> [Supplied material]
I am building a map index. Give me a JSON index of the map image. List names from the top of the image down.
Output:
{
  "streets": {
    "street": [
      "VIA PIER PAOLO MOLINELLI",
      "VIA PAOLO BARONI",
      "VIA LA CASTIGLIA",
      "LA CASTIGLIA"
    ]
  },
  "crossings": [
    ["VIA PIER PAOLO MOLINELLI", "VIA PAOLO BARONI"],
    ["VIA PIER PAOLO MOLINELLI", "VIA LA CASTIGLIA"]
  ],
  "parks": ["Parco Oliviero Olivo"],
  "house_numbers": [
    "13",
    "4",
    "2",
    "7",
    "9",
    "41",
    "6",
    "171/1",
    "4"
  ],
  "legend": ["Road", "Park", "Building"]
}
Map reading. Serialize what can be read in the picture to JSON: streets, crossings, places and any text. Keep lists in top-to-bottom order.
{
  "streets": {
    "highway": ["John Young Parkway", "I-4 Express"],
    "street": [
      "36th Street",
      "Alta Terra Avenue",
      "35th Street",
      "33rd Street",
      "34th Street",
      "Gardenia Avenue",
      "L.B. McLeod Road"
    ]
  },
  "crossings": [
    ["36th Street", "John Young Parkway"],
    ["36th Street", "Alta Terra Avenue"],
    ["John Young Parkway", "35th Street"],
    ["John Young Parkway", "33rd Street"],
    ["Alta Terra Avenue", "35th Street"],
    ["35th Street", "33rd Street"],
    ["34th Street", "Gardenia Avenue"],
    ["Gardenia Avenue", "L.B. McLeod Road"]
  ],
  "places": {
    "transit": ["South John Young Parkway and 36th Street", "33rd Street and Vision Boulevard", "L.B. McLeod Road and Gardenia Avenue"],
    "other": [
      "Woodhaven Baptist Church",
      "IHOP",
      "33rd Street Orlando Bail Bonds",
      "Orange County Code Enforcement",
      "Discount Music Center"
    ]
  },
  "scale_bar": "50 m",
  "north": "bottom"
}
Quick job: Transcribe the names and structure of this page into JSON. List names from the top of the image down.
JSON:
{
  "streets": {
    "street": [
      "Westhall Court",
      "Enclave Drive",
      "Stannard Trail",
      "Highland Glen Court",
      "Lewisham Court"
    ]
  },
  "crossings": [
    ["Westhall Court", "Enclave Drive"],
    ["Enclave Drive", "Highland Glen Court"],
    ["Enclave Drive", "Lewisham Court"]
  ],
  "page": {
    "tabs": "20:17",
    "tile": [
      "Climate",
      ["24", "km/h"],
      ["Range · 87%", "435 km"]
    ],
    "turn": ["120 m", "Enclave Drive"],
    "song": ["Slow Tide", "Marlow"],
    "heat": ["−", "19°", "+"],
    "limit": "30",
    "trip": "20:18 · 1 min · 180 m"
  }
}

> [Activity]
All of the entries should be written out again exactly.

> [Task output]
I am building a map index. Give me a JSON index of the map image. List names from the top of the image down.
Output:
{
  "streets": {
    "street": [
      "VIA PIER PAOLO MOLINELLI",
      "VIA PAOLO BARONI",
      "VIA LA CASTIGLIA",
      "LA CASTIGLIA"
    ]
  },
  "crossings": [
    ["VIA PIER PAOLO MOLINELLI", "VIA PAOLO BARONI"],
    ["VIA PIER PAOLO MOLINELLI", "VIA LA CASTIGLIA"]
  ],
  "parks": ["Parco Oliviero Olivo"],
  "house_numbers": [
    "13",
    "4",
    "2",
    "7",
    "9",
    "41",
    "6",
    "171/1",
    "4"
  ],
  "legend": ["Road", "Park", "Building"]
}
Map reading. Serialize what can be read in the picture to JSON: streets, crossings, places and any text. Keep lists in top-to-bottom order.
{
  "streets": {
    "highway": ["John Young Parkway", "I-4 Express"],
    "street": [
      "36th Street",
      "Alta Terra Avenue",
      "35th Street",
      "33rd Street",
      "34th Street",
      "Gardenia Avenue",
      "L.B. McLeod Road"
    ]
  },
  "crossings": [
    ["36th Street", "John Young Parkway"],
    ["36th Street", "Alta Terra Avenue"],
    ["John Young Parkway", "35th Street"],
    ["John Young Parkway", "33rd Street"],
    ["Alta Terra Avenue", "35th Street"],
    ["35th Street", "33rd Street"],
    ["34th Street", "Gardenia Avenue"],
    ["Gardenia Avenue", "L.B. McLeod Road"]
  ],
  "places": {
    "transit": ["South John Young Parkway and 36th Street", "33rd Street and Vision Boulevard", "L.B. McLeod Road and Gardenia Avenue"],
    "other": [
      "Woodhaven Baptist Church",
      "IHOP",
      "33rd Street Orlando Bail Bonds",
      "Orange County Code Enforcement",
      "Discount Music Center"
    ]
  },
  "scale_bar": "50 m",
  "north": "bottom"
}
Quick job: Transcribe the names and structure of this page into JSON. List names from the top of the image down.
JSON:
{
  "streets": {
    "street": [
      "Westhall Court",
      "Enclave Drive",
      "Stannard Trail",
      "Highland Glen Court",
      "Lewisham Court"
    ]
  },
  "crossings": [
    ["Westhall Court", "Enclave Drive"],
    ["Enclave Drive", "Highland Glen Court"],
    ["Enclave Drive", "Lewisham Court"]
  ],
  "page": {
    "tabs": "20:17",
    "tile": [
      "Climate",
      ["24", "km/h"],
      ["Range · 87%", "435 km"]
    ],
    "turn": ["120 m", "Enclave Drive"],
    "song": ["Slow Tide", "Marlow"],
    "heat": ["−", "19°", "+"],
    "limit": "30",
    "trip": "20:18 · 1 min · 180 m"
  }
}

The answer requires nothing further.